Он повержено выдыхает и отпускает мои руки. В его глазах буря, как в самые тёмные и мрачные дни, но Алестер почти смирился с ней. Уже давно мы не поднимали разговор о возвращении. Для этого просто не было подходящего случая, и сейчас Эйден стал причиной, по которой Алестер снова начал затрагивать старые раны.
Поднимаюсь с дивана и следую на кухню, потому что, если уйду в комнату, он всё поймёт. Ничего не остаётся, только как заняться ужином, не привлекая лишнее внимание. В голове кавардак, который следует расставить по местам. Этим я и занимаюсь, пока Алестер решил скрыться в своей спальне. Наверно, так даже лучше. Иногда нам необходимо побыть по разным сторонам баррикад, чтобы собрать мысли и направить их в нужное русло. По крайне мере, я надеюсь, что Алестер поймёт всю бессмысленность дальнейших попыток и убеждений себя и меня. Ничего не выйдет. Я не хочу возвращаться к тому, от чего ушла.
Но когда до ушей доносится грохот, не понимаю, что происходит. Этот грохот из моей комнаты, из-за чего пересыхает в горле. Бросаю ложку и бегу на звук шума.
Алестер роется по моему шкафу так, словно он принадлежит ему, благодаря чему сердце ускоряется.
— Что ты делаешь?
— Сейчас увидишь, — ворчит он, продолжая перебирать полки.
— Что ты делаешь!? — не сдерживая гнева, кричу я.
Алестер открывает дверцы и переходит на коробки. Он достигает нужной, из-за чего перехватывает дыхание. Я замираю. Не могу даже моргнуть или сделать вздох.
— Зачем они тебе? — спрашивает он, откинув крышку в сторону и вытягивая коньки за шнуровку, с помощью которой они завязаны. — Зачем они тебе, Эмма? Ты же не хочешь возвращаться!

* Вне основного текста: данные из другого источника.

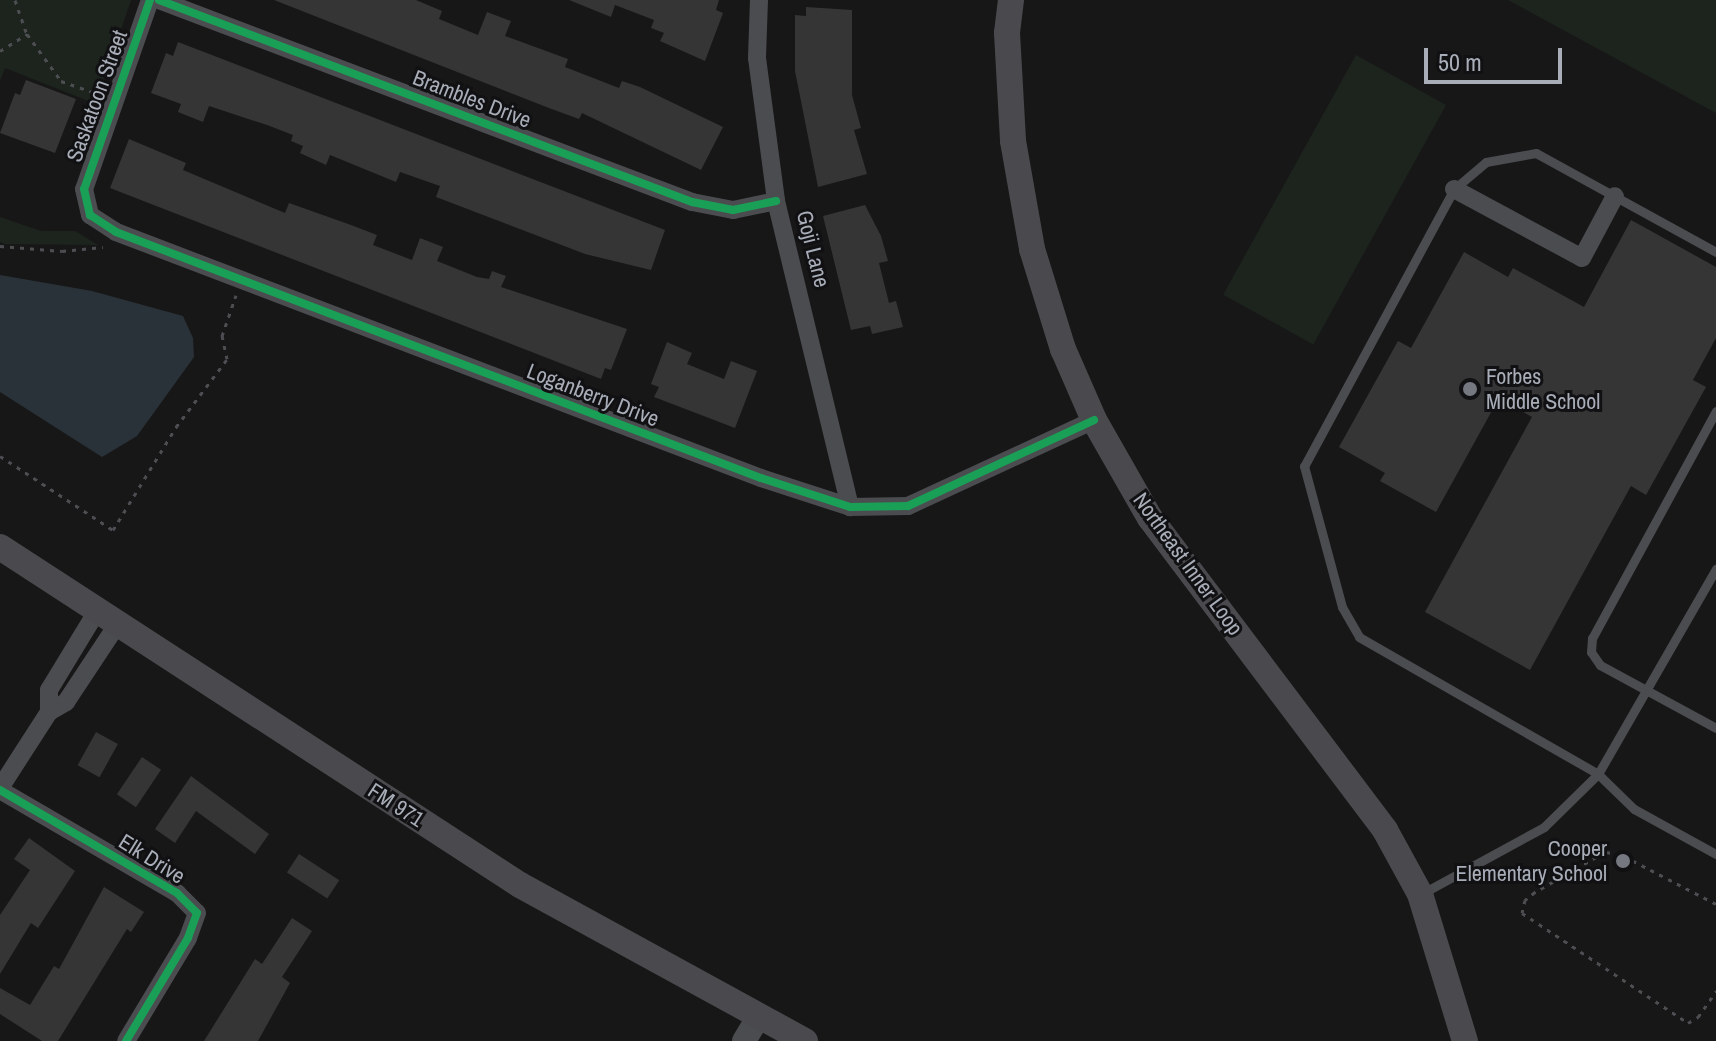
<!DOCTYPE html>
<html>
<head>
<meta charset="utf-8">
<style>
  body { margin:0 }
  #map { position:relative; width:1716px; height:1041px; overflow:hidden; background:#171717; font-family:"Archivo Narrow",sans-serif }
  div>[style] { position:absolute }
  .green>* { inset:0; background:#1d241e; transform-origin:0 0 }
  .water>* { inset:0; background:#2a3239 }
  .building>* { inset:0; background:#353536; transform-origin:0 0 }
  .path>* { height:3px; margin-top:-1.5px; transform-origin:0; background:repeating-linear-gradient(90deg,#4d4e52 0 4px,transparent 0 10px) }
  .service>* { height:9px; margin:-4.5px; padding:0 4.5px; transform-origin:4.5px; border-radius:4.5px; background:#4b4c50 }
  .minor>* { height:18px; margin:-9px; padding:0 9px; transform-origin:9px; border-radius:9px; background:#4b4c50 }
  .tertiary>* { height:24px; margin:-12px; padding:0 12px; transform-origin:12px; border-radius:12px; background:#4b4c50 }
  .secondary>* { height:26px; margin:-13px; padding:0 13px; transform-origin:13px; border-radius:13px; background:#4a4a4e }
  .cycleway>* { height:8px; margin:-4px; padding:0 4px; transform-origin:4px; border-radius:4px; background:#1a9f57 }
  .dots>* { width:22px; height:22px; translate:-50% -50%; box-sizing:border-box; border:4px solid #111113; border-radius:50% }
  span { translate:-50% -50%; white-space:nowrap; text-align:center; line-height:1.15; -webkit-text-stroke:6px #111113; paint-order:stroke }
  .street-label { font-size:22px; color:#a8adb8 }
  .poi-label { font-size:22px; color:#a8adb8 }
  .left { translate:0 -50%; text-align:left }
  .right { translate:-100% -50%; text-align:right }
  .scale { position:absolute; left:1424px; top:48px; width:138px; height:36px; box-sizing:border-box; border:4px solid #a8adb8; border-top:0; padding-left:10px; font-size:24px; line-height:28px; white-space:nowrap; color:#a8adb8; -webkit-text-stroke:6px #111113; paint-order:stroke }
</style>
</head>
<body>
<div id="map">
  <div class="green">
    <i style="clip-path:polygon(0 0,131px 0,96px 104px,5px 68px,0 81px)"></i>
    <i style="clip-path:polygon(1508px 0,1716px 0,1716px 113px)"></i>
    <i style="left:1356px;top:55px;width:103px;height:274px;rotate:29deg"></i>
    <i style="clip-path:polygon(0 217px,41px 231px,75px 231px,98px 245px,5px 244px,0 242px)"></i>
  </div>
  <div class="water">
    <i style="clip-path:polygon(0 275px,92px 291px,183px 316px,193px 338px,194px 357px,137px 436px,102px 457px,0 392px)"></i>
  </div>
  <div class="building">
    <i style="clip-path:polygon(274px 0,416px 0,442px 11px,439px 19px,478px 35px,487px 12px,511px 21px,505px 36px,568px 59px,565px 67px,619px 88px,622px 81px,640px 87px,723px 127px,701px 170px,582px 113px,579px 119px,549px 108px)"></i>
    <i style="clip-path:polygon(569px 0,719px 0,716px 10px,723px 13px,705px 61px,660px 41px,664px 33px,651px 28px,654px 20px,615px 5px,611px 17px)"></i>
    <i style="clip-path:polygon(806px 7px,852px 10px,852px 95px,861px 128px,854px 130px,867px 174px,818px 187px,795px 71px,795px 15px,806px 16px)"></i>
    <i style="clip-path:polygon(178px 42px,665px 230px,651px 270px,585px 254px,436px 197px,440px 186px,400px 172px,396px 182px,330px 155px,326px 165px,300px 153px,303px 146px,291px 141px,293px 135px,267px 125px,209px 106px,203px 122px,178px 112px,181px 104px,151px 93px,166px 53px,173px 56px)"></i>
    <i style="clip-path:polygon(26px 80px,76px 99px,55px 153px,0 133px,15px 93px,20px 95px)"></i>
    <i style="clip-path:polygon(129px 139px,186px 163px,183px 170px,285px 213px,289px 203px,351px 225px,377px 235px,373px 245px,412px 260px,420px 238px,443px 247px,437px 261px,477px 277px,489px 279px,492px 271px,506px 276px,501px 287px,627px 329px,611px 370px,605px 368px,601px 379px,110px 188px)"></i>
    <i style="clip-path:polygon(865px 205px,881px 236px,888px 261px,879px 263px,889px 303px,896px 301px,903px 327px,872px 334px,870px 326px,851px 330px,823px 216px)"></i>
    <i style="clip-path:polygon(1631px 220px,1716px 267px,1716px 338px,1693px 380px,1706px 387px,1646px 495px,1631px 486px,1530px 670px,1425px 612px,1532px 417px,1499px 398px,1436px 512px,1380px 481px,1385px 473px,1339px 447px,1398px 341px,1411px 348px,1464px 252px,1508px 277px,1513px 268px,1584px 307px)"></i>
    <i style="clip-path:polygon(667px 342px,692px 353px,687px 364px,724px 379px,731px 361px,757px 371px,735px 428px,654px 397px,659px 387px,651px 384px)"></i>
    <i style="left:96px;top:732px;width:25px;height:38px;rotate:29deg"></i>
    <i style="left:142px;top:757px;width:23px;height:45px;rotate:34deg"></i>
    <i style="clip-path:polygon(191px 776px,269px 834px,255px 854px,196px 811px,175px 843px,155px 829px)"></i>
    <i style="clip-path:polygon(29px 838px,75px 871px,38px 928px,31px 923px,0 974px,0 915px,30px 870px,14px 859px)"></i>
    <i style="left:299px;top:854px;width:48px;height:22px;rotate:33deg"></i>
    <i style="clip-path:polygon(104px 887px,144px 912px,131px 932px,127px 929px,58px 1041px,42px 1041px,0 1014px,0 988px,30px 1005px,54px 966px,59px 969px)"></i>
    <i style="clip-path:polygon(292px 918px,312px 931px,282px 977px,290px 983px,258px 1041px,204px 1041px,255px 959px,262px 964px)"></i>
  </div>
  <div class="path">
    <i style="left:15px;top:0;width:36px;rotate:71deg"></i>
    <i style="left:0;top:51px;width:32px;rotate:-32deg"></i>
    <i style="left:27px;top:34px;width:58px;rotate:54.1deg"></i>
    <i style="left:61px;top:81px;width:37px;rotate:19deg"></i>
    <i style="left:0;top:246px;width:62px;rotate:4.6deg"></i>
    <i style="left:62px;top:251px;width:41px;rotate:-5.6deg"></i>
    <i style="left:0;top:456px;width:135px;rotate:33.2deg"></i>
    <i style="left:113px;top:530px;width:121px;rotate:-58.5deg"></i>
    <i style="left:176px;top:427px;width:85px;rotate:-53.1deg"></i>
    <i style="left:227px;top:359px;width:24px;rotate:-102deg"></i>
    <i style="left:222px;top:336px;width:43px;rotate:-71.1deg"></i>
    <i style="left:1716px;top:904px;width:108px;rotate:-152.5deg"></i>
    <i style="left:1620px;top:854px;width:15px;rotate:-172deg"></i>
    <i style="left:1605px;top:852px;width:81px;rotate:150.3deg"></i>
    <i style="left:1535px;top:892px;width:13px;rotate:141deg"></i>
    <i style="left:1525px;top:900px;width:13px;rotate:103deg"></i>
    <i style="left:1522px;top:913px;width:199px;rotate:33.5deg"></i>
    <i style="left:1688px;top:1023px;width:12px;rotate:-31deg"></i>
    <i style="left:1698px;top:1017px;width:32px;rotate:-55deg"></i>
  </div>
  <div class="service">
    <i style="left:1716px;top:252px;width:205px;rotate:-151.2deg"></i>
    <i style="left:1536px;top:153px;width:51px;rotate:169.8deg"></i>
    <i style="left:1486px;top:162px;width:42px;rotate:139.8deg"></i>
    <i style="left:1454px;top:189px;width:315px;rotate:118.4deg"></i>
    <i style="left:1304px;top:466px;width:146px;rotate:74.9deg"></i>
    <i style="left:1342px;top:607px;width:34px;rotate:60deg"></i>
    <i style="left:1359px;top:637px;width:275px;rotate:29.8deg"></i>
    <i style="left:1598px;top:774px;width:50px;rotate:44.2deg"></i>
    <i style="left:1634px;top:809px;width:94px;rotate:28.8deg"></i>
    <i style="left:1716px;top:411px;width:259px;rotate:118.6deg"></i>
    <i style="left:1592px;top:638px;width:14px;rotate:94deg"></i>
    <i style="left:1591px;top:652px;width:16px;rotate:55deg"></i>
    <i style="left:1600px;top:665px;width:132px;rotate:28.5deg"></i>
    <i style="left:1423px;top:893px;width:138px;rotate:-28.6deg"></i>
    <i style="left:1544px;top:827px;width:76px;rotate:-44.5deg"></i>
    <i style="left:1598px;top:774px;width:237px;rotate:-60.1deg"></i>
  </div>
  <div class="minor">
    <i style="left:150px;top:0;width:200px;rotate:109.2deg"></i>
    <i style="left:84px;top:189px;width:27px;rotate:77deg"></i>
    <i style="left:90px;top:215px;width:31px;rotate:33deg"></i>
    <i style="left:116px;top:232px;width:690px;rotate:20.88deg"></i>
    <i style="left:761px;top:478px;width:94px;rotate:18deg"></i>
    <i style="left:850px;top:507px;width:58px;rotate:-1deg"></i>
    <i style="left:908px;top:506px;width:205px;rotate:-24.8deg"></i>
    <i style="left:159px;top:0;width:570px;rotate:20.76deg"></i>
    <i style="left:692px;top:202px;width:42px;rotate:11deg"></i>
    <i style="left:733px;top:210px;width:44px;rotate:-11.8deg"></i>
    <i style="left:759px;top:0;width:58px;rotate:92deg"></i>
    <i style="left:757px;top:58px;width:144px;rotate:82.4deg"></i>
    <i style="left:776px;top:201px;width:315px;rotate:76.4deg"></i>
    <i style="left:1454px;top:189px;width:145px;rotate:28.3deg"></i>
    <i style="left:1582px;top:258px;width:70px;rotate:-62deg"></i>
    <i style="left:49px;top:712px;width:22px;rotate:-90deg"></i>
    <i style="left:49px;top:690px;width:92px;rotate:-58.7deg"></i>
    <i style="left:0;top:788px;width:90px;rotate:-57.2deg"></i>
    <i style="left:49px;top:712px;width:20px;rotate:-30deg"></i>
    <i style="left:66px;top:702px;width:92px;rotate:-56.5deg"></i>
    <i style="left:0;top:790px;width:205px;rotate:30.2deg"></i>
    <i style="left:177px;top:893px;width:28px;rotate:45deg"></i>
    <i style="left:197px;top:913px;width:27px;rotate:110deg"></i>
    <i style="left:188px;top:938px;width:120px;rotate:121deg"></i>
  </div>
  <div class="tertiary">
    <i style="left:744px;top:1041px;width:27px;rotate:-59deg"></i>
  </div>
  <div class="secondary">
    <i style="left:1011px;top:0;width:33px;rotate:97deg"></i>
    <i style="left:1007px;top:33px;width:108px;rotate:86.8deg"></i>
    <i style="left:1013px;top:141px;width:110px;rotate:80deg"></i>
    <i style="left:1032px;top:249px;width:105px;rotate:72.8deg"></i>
    <i style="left:1063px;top:349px;width:77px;rotate:66.4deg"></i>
    <i style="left:1094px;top:420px;width:113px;rotate:60.3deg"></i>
    <i style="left:1150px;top:518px;width:391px;rotate:53deg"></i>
    <i style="left:1385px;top:830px;width:73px;rotate:61.3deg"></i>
    <i style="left:1420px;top:894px;width:154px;rotate:73deg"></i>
    <i style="left:0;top:547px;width:620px;rotate:33.02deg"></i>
    <i style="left:520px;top:885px;width:325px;rotate:28.7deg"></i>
  </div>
  <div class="cycleway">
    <i style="left:150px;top:0;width:200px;rotate:109.2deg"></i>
    <i style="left:84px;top:189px;width:27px;rotate:77deg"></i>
    <i style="left:90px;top:215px;width:31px;rotate:33deg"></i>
    <i style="left:116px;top:232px;width:690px;rotate:20.88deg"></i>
    <i style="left:761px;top:478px;width:94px;rotate:18deg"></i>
    <i style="left:850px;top:507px;width:58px;rotate:-1deg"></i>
    <i style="left:908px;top:506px;width:205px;rotate:-24.8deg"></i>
    <i style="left:159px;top:0;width:570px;rotate:20.76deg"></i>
    <i style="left:692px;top:202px;width:42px;rotate:11deg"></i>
    <i style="left:733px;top:210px;width:44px;rotate:-11.8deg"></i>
    <i style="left:0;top:790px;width:205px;rotate:30.2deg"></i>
    <i style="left:177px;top:893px;width:28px;rotate:45deg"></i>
    <i style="left:197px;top:913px;width:27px;rotate:110deg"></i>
    <i style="left:188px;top:938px;width:120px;rotate:121deg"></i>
  </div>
  <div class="dots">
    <i style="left:1470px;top:389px;background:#757880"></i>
    <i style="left:1623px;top:861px;background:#757880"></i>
  </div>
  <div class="street-label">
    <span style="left:97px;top:96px;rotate:-70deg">Saskatoon Street</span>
    <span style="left:472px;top:99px;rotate:21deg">Brambles Drive</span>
    <span style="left:813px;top:249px;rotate:76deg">Goji Lane</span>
    <span style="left:593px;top:395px;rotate:21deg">Loganberry Drive</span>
    <span style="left:1188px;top:564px;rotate:54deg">Northeast Inner Loop</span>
    <span style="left:396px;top:805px;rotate:33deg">FM 971</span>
    <span style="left:152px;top:859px;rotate:32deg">Elk Drive</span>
  </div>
  <div class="poi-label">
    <span class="left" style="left:1486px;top:389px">Forbes<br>Middle School</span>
    <span class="right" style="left:1607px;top:861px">Cooper<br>Elementary School</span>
  </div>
  <div class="scale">50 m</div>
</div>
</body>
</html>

— Это память, — силой выдавливаю я.
— Какая? Зачем помнить что-то плохое? Они же ассоциируются с негативом. Зачем они тебе? Давай выкинем.
— Не надо…
— Почему? Почему ты привезла их сюда?
— Потому что…
— Для чего?
Смахиваю слёзы с щёк и поднимаю голову, смотря в его глаза.
— Это мамин подарок…
— Он напоминает о ней. Почему ты всё ещё не выкинула их?
Я молчу. У меня нет объяснения. Вряд ли они необходимы. Это был её последний подарок перед уходом. Она оставила их и исчезла. Оставила меня и отца. И она не знает, что эта была точка невозврата. Отец сошёл с ума, заставляя меня проходить ад каждый день; заставлял меня думать, что я виновата в её уходе, потому что не достигала нужных успехов, потому что не прикладывала больше усилий. Но я старалась. Изо всех сил старалась. Мои старания дошли до крайней точки, где от переизбытка напряжения и волнения, отключилось сознание. Я потерялась в реальности происходящего, путая его с иллюзией. Потеряла равновесие. Тогда случился крах. Мне запретили кататься ближайшие пару лет, и врачи помогли страшному сну усугубиться. Стать ещё страшнее.